▸ What you will do
Find and copy the lines in the records beneath this task that contain the word "Keep".

(Beginning of Information provided)

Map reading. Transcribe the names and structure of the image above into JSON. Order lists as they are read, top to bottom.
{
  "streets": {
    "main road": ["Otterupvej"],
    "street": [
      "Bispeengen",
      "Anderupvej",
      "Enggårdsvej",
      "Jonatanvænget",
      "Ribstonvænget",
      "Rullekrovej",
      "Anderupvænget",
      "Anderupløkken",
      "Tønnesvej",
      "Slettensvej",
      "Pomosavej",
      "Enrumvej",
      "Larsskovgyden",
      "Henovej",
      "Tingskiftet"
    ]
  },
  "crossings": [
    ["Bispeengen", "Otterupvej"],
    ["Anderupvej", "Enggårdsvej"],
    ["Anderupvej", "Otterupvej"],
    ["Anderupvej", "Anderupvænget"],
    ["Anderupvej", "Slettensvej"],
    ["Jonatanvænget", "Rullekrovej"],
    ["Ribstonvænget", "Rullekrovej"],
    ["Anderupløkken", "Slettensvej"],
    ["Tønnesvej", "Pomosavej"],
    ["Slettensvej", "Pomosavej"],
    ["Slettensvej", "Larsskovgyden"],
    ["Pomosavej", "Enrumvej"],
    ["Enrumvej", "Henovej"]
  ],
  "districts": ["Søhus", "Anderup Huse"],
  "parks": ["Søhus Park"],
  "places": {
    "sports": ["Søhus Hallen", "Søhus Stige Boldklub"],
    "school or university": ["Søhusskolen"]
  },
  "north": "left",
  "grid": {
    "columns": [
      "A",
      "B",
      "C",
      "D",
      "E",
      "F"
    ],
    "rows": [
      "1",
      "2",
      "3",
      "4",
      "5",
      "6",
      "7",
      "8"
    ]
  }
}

(End of Information provided)
(Beginning of Information provided)

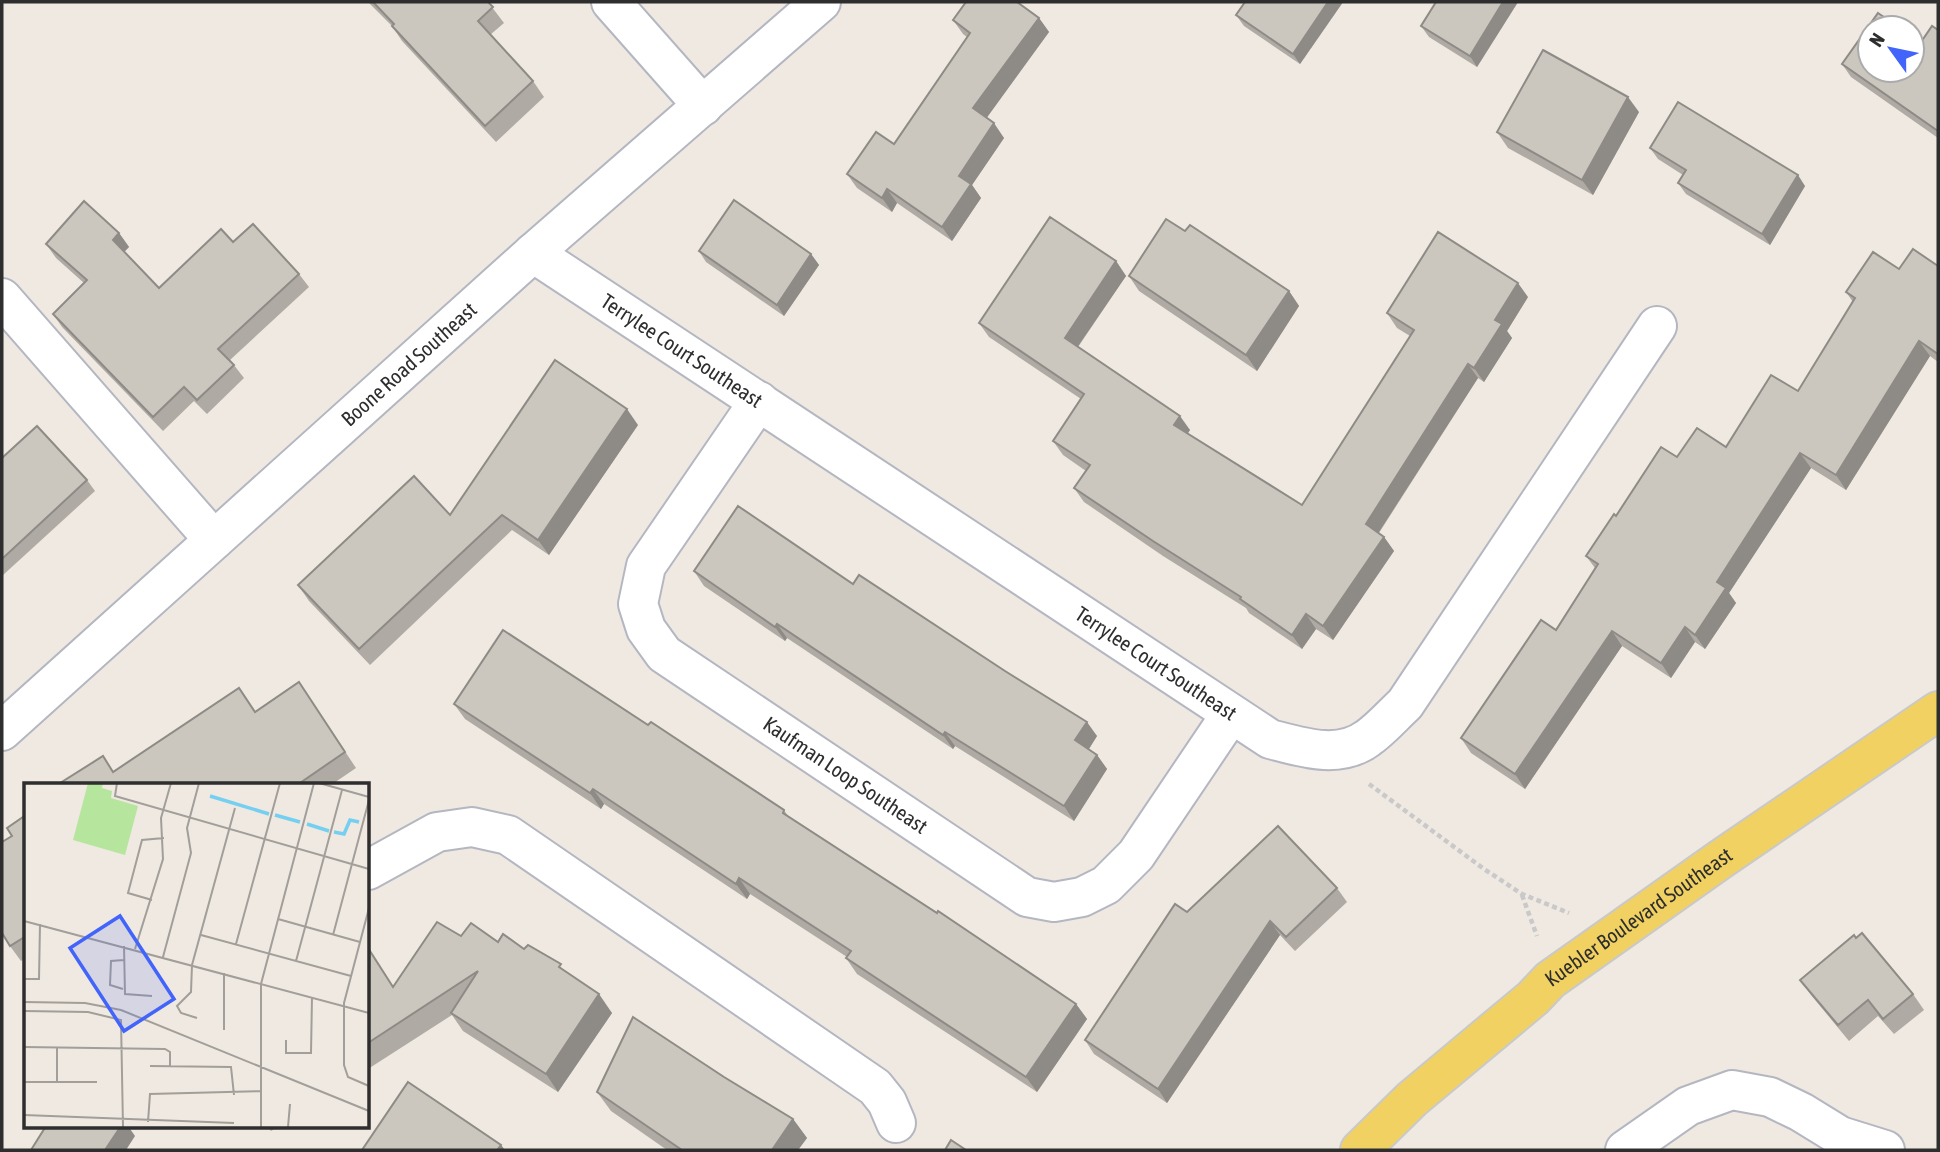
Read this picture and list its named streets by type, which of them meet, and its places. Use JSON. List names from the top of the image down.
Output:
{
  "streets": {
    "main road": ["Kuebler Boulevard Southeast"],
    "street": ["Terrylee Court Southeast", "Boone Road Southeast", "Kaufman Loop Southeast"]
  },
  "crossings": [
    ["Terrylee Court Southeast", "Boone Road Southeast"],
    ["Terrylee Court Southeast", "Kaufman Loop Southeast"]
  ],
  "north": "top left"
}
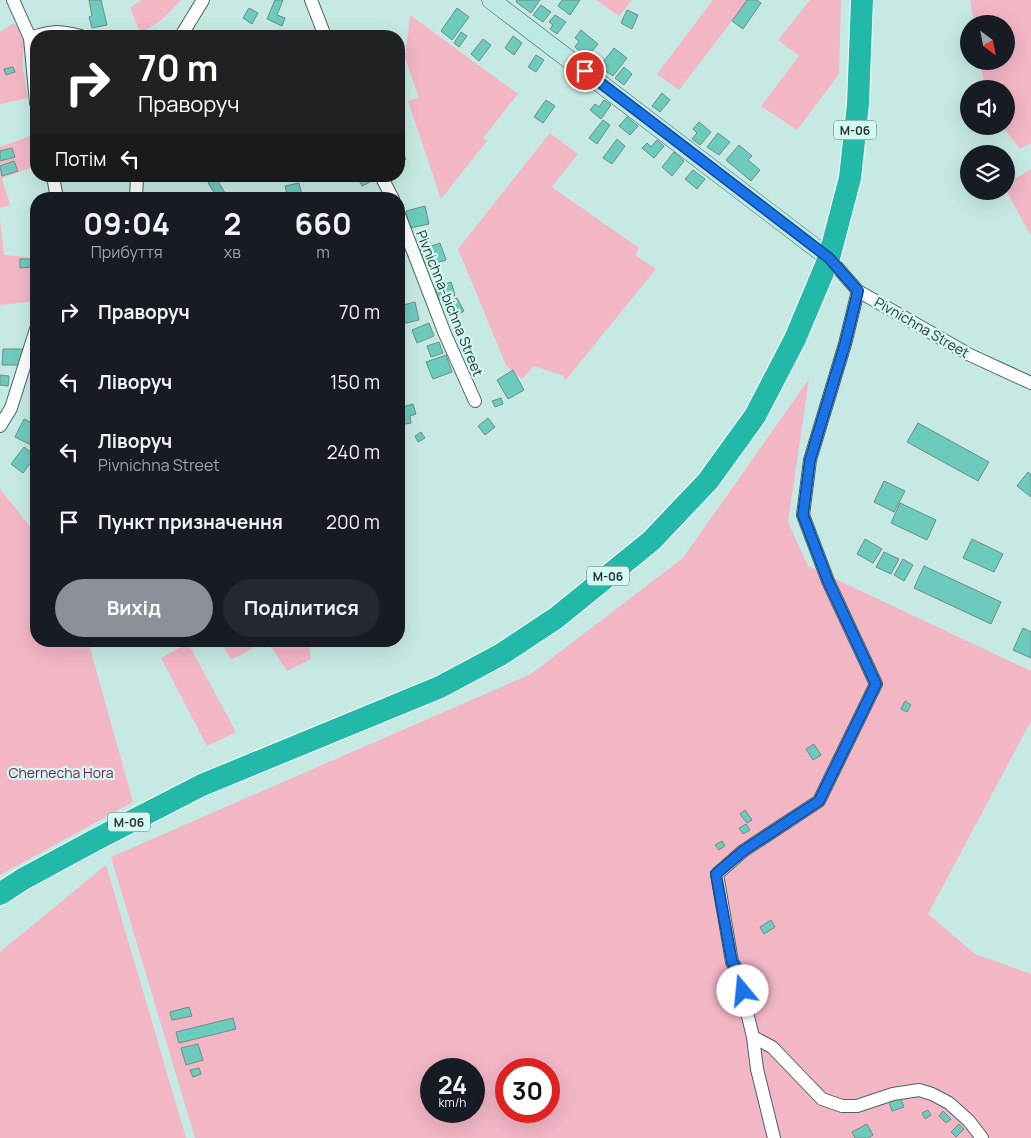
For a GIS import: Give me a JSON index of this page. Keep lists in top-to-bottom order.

(End of Information provided)
(Beginning of Information provided)

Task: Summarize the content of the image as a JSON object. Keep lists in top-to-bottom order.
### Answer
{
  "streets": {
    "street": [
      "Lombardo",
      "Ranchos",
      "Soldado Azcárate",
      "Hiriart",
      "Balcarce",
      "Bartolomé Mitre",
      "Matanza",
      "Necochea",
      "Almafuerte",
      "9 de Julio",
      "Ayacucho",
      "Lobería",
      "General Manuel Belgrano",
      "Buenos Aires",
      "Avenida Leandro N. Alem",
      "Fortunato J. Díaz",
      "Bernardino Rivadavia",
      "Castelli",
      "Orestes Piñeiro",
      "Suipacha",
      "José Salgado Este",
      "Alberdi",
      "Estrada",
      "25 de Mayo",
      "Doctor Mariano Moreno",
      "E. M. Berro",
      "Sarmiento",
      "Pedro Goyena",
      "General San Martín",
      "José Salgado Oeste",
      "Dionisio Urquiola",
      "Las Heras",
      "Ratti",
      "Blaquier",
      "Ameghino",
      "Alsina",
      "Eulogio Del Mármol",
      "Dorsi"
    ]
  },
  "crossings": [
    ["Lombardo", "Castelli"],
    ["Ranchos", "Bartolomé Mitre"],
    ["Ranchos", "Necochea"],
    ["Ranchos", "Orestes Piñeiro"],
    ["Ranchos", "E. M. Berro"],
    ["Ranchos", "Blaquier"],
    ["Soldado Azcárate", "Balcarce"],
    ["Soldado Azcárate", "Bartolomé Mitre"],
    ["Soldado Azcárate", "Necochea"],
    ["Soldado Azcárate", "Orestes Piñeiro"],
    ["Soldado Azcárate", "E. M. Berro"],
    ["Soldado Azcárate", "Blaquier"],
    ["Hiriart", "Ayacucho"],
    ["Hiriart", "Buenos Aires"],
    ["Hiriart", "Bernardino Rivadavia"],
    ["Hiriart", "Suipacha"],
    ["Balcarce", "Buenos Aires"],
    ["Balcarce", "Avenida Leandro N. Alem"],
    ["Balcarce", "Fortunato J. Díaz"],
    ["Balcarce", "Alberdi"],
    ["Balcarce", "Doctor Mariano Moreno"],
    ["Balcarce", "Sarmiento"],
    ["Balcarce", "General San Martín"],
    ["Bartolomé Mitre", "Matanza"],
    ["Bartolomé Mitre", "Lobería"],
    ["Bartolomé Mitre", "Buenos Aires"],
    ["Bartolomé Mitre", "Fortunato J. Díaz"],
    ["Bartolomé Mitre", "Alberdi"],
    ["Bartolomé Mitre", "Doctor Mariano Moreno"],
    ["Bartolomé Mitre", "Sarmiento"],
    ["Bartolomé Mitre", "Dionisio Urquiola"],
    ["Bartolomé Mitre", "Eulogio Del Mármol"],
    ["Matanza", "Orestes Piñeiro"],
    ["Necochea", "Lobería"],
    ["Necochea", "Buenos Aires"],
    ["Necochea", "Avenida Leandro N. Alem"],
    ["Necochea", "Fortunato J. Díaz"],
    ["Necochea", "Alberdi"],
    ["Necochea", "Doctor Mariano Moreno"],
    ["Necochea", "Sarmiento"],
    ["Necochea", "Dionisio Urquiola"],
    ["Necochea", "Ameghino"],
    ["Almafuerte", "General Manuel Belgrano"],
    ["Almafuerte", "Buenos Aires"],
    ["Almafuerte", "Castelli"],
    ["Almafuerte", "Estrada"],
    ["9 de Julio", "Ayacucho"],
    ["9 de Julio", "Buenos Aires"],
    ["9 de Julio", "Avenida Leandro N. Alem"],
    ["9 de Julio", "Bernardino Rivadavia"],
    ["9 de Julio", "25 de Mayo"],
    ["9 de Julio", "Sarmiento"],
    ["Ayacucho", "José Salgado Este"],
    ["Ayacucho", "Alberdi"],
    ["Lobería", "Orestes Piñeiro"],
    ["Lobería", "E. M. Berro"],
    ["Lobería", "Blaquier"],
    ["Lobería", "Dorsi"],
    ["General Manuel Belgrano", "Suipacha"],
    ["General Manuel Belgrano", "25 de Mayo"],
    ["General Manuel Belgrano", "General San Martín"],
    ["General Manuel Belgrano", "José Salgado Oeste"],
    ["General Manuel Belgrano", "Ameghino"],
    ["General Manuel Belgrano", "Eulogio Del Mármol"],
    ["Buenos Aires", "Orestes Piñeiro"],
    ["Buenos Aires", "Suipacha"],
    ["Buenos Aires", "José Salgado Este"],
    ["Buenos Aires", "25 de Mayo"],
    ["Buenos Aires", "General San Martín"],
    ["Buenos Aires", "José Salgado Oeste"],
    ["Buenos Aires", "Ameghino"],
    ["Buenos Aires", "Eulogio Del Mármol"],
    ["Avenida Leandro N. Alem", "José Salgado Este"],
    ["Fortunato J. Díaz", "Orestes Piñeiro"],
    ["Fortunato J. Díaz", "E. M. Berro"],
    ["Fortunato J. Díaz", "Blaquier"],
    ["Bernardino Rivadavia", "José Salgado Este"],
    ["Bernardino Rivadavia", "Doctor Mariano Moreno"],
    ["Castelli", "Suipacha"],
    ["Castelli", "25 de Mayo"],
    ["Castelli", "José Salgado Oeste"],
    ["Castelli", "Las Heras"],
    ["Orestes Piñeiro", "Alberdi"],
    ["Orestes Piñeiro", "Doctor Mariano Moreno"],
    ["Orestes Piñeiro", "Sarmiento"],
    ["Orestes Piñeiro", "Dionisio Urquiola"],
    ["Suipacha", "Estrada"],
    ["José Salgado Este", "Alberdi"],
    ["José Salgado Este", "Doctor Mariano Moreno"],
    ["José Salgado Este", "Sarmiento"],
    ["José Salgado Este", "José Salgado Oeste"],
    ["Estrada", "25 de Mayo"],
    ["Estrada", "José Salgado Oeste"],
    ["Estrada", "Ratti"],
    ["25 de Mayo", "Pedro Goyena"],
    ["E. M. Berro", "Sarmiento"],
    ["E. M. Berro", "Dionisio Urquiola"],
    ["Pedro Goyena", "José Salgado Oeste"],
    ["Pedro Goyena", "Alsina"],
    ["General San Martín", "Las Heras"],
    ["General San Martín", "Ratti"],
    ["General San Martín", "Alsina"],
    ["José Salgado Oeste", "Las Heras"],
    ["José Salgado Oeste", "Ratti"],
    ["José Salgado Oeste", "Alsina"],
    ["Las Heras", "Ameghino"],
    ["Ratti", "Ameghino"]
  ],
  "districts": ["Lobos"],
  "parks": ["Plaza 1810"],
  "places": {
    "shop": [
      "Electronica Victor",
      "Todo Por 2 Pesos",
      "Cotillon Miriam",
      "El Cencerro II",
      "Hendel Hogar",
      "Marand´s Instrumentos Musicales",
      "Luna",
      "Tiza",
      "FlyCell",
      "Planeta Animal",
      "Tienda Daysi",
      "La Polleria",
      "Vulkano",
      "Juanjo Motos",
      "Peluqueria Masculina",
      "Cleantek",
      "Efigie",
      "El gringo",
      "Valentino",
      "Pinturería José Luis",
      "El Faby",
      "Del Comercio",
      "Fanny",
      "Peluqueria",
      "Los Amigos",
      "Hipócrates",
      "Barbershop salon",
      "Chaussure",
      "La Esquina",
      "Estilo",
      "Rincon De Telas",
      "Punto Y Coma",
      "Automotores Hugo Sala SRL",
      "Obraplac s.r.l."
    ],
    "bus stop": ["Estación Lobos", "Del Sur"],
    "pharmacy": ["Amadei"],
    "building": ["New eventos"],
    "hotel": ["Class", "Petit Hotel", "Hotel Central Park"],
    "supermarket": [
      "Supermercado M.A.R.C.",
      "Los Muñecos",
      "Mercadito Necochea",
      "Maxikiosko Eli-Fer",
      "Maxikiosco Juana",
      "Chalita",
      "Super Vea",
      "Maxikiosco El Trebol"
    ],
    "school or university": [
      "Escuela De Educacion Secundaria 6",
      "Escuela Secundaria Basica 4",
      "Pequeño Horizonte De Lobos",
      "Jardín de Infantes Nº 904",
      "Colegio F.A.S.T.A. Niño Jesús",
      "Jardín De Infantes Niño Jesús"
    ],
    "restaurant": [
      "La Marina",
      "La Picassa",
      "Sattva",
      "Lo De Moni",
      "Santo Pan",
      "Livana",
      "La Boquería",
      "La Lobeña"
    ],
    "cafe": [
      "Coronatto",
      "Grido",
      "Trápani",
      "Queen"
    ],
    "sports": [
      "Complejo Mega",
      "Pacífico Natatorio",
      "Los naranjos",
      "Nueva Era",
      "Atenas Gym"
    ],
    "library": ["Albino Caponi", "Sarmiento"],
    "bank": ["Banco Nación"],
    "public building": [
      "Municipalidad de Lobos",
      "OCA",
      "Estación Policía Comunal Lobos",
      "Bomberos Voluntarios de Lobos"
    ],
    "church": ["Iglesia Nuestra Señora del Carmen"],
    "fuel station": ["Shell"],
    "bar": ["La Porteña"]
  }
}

(End of Information provided)

▸ Answer box
For a GIS import: Give me a JSON index of this page. Keep lists in top-to-bottom order.
Task: Summarize the content of the image as a JSON object. Keep lists in top-to-bottom order.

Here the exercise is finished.